> [YOUR TASK] Read the records below. Copy each line where the string "bubble" occurs.
┄┄┄┄┄┄
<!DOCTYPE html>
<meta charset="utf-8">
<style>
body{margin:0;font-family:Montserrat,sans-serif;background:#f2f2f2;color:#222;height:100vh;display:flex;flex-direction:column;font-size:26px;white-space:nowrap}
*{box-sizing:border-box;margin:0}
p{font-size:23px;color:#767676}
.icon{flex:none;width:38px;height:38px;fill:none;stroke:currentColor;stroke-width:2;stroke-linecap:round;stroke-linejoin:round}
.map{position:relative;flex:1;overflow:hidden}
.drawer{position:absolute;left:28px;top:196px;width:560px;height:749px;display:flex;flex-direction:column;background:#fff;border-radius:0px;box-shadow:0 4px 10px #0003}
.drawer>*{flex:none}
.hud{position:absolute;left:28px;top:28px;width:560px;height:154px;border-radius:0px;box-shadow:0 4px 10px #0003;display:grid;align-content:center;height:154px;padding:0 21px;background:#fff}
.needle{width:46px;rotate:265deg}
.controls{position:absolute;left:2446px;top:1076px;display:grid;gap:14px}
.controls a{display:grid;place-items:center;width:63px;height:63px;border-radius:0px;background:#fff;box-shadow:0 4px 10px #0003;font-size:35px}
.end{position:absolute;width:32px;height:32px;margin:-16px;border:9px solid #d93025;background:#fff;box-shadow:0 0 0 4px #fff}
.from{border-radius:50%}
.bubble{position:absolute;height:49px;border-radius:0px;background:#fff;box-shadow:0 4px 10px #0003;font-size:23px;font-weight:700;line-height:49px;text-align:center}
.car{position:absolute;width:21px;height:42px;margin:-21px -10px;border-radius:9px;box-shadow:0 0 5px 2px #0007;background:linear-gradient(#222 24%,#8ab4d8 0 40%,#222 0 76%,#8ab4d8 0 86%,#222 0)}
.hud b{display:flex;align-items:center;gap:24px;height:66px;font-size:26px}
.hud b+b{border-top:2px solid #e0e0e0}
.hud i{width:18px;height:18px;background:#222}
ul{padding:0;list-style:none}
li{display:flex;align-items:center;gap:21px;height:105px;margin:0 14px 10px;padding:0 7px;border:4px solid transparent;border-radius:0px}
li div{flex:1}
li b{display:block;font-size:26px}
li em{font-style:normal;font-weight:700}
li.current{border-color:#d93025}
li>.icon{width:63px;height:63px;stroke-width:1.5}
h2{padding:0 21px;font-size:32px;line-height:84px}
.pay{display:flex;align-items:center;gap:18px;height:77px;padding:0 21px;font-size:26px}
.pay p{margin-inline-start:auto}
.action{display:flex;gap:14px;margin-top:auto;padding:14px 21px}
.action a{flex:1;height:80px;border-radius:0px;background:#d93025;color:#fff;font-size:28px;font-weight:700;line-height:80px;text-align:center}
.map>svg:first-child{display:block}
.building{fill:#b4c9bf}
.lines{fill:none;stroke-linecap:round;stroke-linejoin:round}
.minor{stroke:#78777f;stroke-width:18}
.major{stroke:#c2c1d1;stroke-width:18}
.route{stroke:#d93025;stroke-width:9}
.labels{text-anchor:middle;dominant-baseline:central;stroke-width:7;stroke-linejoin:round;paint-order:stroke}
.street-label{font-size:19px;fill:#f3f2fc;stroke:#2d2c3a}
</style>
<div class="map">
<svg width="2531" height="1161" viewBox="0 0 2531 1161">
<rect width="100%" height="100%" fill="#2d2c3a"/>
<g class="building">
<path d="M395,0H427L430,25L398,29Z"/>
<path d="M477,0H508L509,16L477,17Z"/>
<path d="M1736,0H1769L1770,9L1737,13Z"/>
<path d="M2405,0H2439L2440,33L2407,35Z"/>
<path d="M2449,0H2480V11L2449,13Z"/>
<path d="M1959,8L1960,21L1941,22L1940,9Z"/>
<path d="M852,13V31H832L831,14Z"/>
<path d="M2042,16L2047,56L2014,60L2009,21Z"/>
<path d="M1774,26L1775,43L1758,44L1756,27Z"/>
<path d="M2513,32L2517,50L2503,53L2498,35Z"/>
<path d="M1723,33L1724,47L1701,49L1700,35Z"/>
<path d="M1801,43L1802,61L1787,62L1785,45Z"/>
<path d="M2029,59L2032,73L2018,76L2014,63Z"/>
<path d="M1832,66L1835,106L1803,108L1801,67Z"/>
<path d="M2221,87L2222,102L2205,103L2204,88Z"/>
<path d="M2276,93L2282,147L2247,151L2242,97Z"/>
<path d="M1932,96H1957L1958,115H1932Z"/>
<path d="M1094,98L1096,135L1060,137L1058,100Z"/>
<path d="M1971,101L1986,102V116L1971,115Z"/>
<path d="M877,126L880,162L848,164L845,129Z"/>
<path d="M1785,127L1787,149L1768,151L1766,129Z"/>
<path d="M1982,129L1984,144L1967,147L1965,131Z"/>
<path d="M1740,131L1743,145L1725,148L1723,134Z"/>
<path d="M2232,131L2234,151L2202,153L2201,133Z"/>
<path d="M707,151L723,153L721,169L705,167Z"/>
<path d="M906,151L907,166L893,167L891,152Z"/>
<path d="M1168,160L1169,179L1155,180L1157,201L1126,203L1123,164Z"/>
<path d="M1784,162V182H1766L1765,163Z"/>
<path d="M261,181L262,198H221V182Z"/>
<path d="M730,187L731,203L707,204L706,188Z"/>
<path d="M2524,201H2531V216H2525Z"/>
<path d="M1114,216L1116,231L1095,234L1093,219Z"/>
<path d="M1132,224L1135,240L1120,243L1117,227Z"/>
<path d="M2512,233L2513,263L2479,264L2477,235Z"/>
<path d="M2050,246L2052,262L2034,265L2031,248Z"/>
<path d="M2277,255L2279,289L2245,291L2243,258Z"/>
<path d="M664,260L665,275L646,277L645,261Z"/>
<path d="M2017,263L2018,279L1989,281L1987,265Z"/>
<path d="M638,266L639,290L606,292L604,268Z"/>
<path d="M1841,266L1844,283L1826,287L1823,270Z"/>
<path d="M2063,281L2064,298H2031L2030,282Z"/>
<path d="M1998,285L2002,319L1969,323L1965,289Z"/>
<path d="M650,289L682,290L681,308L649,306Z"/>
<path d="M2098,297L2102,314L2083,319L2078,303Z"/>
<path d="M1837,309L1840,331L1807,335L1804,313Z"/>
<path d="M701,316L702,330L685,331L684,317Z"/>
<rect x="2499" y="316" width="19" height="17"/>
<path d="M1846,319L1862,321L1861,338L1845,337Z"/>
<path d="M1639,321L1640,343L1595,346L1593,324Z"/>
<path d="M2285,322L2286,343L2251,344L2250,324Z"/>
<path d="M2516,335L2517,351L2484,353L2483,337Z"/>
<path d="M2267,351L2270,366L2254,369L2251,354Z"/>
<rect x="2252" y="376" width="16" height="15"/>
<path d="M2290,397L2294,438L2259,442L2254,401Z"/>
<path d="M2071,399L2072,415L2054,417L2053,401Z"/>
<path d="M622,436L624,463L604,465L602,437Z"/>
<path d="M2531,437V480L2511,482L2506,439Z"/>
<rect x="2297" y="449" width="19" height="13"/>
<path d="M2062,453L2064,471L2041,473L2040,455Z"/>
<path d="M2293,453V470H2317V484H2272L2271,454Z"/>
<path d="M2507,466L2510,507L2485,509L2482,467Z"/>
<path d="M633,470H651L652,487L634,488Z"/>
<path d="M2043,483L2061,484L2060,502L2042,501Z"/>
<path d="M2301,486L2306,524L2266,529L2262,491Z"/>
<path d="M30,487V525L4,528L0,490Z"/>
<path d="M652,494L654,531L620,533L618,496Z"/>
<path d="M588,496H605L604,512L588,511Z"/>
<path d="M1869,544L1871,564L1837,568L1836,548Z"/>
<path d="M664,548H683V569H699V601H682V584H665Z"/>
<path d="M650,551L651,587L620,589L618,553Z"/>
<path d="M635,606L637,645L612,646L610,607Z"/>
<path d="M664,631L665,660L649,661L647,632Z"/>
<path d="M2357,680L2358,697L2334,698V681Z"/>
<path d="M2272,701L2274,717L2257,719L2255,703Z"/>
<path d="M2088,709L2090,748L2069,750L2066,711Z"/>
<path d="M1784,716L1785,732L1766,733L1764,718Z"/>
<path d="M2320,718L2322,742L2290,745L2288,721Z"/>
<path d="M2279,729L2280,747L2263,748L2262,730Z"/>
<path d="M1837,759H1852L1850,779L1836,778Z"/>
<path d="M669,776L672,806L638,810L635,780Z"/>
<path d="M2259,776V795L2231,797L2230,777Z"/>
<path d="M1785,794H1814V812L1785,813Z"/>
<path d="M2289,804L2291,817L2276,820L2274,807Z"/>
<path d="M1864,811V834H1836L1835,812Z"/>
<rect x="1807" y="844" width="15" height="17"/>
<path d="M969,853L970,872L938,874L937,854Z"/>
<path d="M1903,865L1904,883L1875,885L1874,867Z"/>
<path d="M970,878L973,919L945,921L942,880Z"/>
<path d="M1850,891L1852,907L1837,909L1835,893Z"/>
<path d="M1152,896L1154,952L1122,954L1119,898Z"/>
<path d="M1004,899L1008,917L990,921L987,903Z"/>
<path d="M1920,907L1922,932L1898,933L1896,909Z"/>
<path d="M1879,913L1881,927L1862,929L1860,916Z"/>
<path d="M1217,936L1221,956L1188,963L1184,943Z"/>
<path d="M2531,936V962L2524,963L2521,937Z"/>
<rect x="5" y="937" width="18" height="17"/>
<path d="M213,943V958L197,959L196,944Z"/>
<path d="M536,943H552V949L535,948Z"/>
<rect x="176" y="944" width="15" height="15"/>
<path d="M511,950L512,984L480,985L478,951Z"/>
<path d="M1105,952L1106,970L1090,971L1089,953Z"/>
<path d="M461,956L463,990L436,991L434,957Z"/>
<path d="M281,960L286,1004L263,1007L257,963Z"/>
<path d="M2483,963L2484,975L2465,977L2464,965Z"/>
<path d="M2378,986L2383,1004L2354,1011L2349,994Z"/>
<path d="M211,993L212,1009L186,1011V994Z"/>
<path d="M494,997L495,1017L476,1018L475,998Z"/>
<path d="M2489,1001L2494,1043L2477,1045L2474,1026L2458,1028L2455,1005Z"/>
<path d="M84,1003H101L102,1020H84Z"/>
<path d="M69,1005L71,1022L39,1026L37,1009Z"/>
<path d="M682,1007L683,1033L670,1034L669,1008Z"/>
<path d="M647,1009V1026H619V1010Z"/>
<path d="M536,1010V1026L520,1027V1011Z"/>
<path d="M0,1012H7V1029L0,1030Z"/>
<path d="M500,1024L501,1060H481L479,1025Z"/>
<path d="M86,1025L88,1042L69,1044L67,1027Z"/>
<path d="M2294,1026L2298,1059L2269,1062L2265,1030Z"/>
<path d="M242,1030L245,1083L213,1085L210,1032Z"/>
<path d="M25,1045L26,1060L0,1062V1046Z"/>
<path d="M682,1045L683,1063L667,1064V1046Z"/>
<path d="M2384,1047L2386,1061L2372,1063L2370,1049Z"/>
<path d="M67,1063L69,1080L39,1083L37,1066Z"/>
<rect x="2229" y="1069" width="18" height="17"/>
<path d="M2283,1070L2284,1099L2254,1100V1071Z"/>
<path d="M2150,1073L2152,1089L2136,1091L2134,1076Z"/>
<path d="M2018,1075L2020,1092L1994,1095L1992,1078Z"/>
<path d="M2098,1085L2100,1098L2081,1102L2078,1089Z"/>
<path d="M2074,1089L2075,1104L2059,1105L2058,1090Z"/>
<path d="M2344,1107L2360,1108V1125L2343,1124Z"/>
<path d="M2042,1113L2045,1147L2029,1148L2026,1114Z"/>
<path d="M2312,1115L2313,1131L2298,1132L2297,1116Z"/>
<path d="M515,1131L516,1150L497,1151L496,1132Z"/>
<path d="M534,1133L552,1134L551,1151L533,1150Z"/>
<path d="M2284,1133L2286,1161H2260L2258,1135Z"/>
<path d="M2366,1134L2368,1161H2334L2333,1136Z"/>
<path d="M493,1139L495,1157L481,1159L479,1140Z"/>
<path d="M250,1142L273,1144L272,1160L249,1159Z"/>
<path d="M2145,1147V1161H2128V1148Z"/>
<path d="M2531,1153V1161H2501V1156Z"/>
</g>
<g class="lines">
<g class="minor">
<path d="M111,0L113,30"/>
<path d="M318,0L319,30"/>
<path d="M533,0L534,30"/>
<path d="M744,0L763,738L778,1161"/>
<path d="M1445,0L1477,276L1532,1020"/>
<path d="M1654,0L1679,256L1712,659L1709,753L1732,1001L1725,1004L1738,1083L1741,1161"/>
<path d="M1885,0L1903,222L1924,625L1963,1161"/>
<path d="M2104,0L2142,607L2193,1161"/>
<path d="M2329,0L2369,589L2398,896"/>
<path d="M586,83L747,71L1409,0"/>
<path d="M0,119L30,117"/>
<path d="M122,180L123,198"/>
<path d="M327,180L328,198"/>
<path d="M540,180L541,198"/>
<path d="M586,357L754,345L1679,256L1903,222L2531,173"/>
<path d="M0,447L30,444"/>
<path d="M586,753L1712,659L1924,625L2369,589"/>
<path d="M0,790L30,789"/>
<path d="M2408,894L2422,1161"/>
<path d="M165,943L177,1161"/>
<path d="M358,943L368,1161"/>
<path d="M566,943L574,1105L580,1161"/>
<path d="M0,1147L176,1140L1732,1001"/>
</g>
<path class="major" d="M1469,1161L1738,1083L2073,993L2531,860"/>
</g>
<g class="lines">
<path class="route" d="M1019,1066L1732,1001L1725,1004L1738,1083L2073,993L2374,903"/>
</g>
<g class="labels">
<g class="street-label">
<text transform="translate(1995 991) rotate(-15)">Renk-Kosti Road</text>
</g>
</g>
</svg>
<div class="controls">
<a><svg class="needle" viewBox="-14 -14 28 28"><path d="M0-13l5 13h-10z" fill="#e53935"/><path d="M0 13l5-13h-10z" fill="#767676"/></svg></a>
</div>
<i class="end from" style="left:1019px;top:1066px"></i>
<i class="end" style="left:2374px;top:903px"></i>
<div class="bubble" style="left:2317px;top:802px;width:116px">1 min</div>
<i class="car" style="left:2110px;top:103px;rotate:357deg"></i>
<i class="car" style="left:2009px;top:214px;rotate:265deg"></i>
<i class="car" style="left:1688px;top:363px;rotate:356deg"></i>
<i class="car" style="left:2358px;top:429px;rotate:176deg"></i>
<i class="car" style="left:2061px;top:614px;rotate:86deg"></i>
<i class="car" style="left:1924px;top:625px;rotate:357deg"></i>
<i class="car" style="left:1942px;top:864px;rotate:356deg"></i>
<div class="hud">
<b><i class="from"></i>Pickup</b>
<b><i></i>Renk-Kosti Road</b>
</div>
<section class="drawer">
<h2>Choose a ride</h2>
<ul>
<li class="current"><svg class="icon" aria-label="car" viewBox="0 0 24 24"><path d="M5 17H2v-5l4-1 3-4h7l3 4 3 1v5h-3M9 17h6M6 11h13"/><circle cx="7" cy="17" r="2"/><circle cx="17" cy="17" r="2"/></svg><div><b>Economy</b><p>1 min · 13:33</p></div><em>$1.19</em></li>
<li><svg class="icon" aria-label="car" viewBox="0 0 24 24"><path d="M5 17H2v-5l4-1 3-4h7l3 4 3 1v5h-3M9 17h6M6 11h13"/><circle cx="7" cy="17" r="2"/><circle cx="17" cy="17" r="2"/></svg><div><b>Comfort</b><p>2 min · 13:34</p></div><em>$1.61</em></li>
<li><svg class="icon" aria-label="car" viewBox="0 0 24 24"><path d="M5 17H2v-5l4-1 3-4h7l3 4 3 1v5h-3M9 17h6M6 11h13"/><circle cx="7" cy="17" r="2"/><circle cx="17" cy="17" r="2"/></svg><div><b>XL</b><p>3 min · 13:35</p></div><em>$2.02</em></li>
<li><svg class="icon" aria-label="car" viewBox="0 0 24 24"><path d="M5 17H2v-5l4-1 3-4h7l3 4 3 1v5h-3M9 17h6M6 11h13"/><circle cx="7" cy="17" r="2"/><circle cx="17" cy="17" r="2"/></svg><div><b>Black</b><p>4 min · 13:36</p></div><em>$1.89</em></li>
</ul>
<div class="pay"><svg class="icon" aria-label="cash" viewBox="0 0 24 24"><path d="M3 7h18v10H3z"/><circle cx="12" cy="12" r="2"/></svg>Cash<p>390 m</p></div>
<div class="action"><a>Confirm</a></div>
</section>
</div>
┄┄┄┄┄┄
> [YOUR RESPONSE]
.bubble{position:absolute;height:49px;border-radius:0px;background:#fff;box-shadow:0 4px 10px #0003;font-size:23px;font-weight:700;line-height:49px;text-align:center}
<div class="bubble" style="left:2317px;top:802px;width:116px">1 min</div>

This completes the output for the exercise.